Se un milione all’ora legalmente e orgogliosamente sfugge al controllo fiscale, non meno è il monte degli extraprofitti illegali. Tonino Perna (“Alfabeta2”/, Aprile/2011) scrive che l’extraprofitto dei “mercati illegali”, quello del capitale criminale (colluso e aggiornatosi con le nuove forme di illegalità legalizzata del capitalismo) è calcolato “tra il 3 e l’8% del Pil mondiale”6 (cioè 74 trilioni di dollari). Andrea Fumagalli (“Alfabeta2”, Dicembre/2011 scrive che  nel 2010, per esempio, lo stesso Pil mondiale del sistema-mondo era inferiore a quello delle borse e delle banche entrate in fusione. Il primo era di soli 74 miliardi (dollari), mentre quello delle borse era invece di 50 miliardi, quello delle obbligazioni finanziarie di 95 miliardi e quello degli altri strumenti quali  i derivati era di 466 miliardi. Il potere dei mercati finanziari era accresciuto e non meno – aggiunge il Fumagalli – il pil delle fusioni bancarie. Tra il 1980 e il 2005 (secondo i dati pubblicati dal Fmi) si sono registrate 11.550 fusioni bancarie e ridotto il numero delle banche a 7.500, mentre 5 (cinque) società d’affari (J. P. Morgan, Bank of America, City-bank, Goldman Sachs, Hsbc Usa) e 5 (cinque) banche (Deutesche Bank, Ubs, Credit Suisse, City-corp- Merrill Linch, Bnep-Parisbas) detengono (al 2011) il controllo di oltre il 90% dei titoli derivati e le prime 10 (dieci) società d’affari quotate in borsa, pari allo 0,12% delle 7800 società registrate, detengono il 41% del valore totale, il 47% dei ricavi e il 55% delle plusvalenze registrate.
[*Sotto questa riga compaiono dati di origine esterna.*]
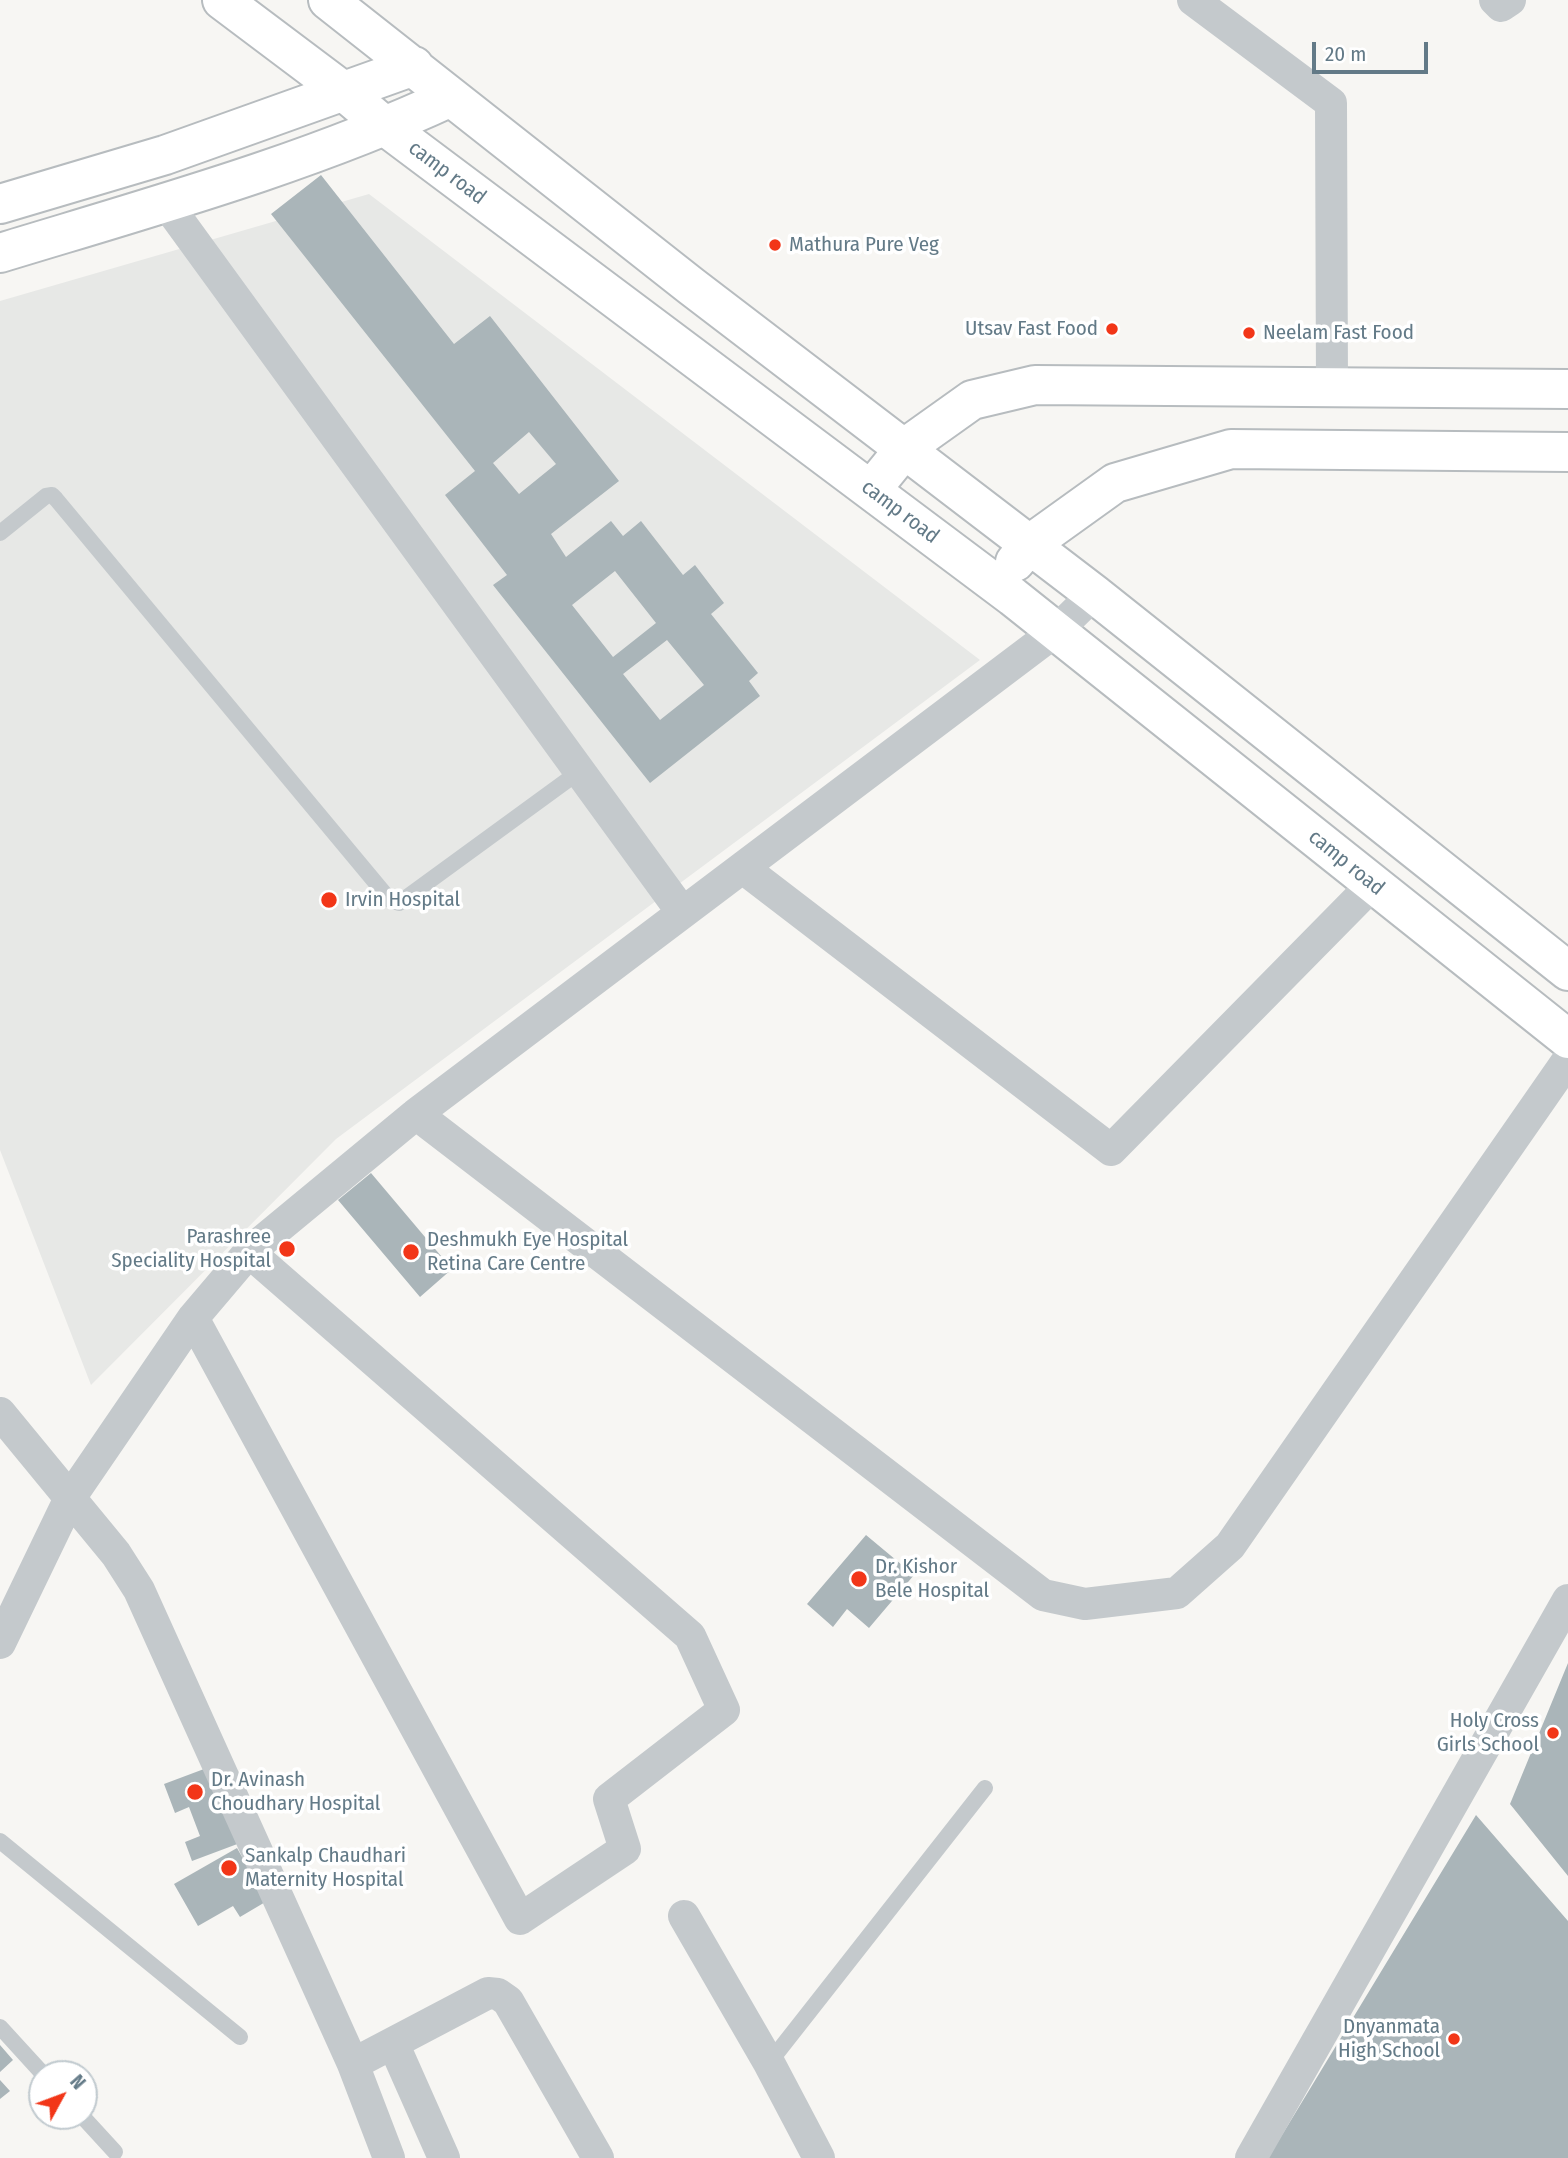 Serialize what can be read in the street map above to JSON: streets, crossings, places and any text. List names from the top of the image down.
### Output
{
  "streets": {
    "main road": ["camp road"]
  },
  "places": [
    "Mathura Pure Veg",
    "Utsav Fast Food",
    "Neelam Fast Food",
    "Irvin Hospital",
    "Parashree Speciality Hospital",
    "Deshmukh Eye Hospital Retina Care Centre",
    "Dr. Kishor Bele Hospital",
    "Holy Cross Girls School",
    "Dr. Avinash Choudhary Hospital",
    "Sankalp Chaudhari Maternity Hospital",
    "Dnyanmata High School"
  ],
  "scale_bar": "20 m",
  "north": "top right"
}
E cosa dire dello choc del lavoro leggero, flessibile e precario che si fa auto-imprenditore hi-tech e accumula miliardi con pochi dipendenti in onore della disoccupazione crescente o del lavoro smart?
In Come salvare il capitalismo (2015, edizione italiana), Robert B. Reich rileva che in America nel 2014 i servizi con attività produttiva di routine, ossia i lavori ripetitivi o standard come quelli che si svolgono in una catena di montaggio o di ufficio, sono scesi al 20%, mentre la loro «retribuzione al netto dell’inflazione è inferiore del 15 per cento rispetto a vent’anni fa. […] nel 2014 l’autovettura senza conducente di Google ha posto una serie minaccia all’attività di circa 4,5 milioni di tassisti, camionisti, autisti di autobus e netturbini ».
Dall’altro lato gli ipermercati dell’e-commercio, come Walmart o Amazon, che sono a bassa mano d’opera d’impiego, realizzano profitti stratosferici prima impensabili. Così, se l’esempio Walmart (il datore di lavoro privato più grande nel mondo) con 1,8 milioni di dipendenti in 15 paesi» e il suo porto prodotto/addetti fosse seguito da altre aziende, «basterebbero 300 milioni di lavoratori per produrre l’intero pil planetario, lasciando a spasso oltre 2 miliardi di disoccupati».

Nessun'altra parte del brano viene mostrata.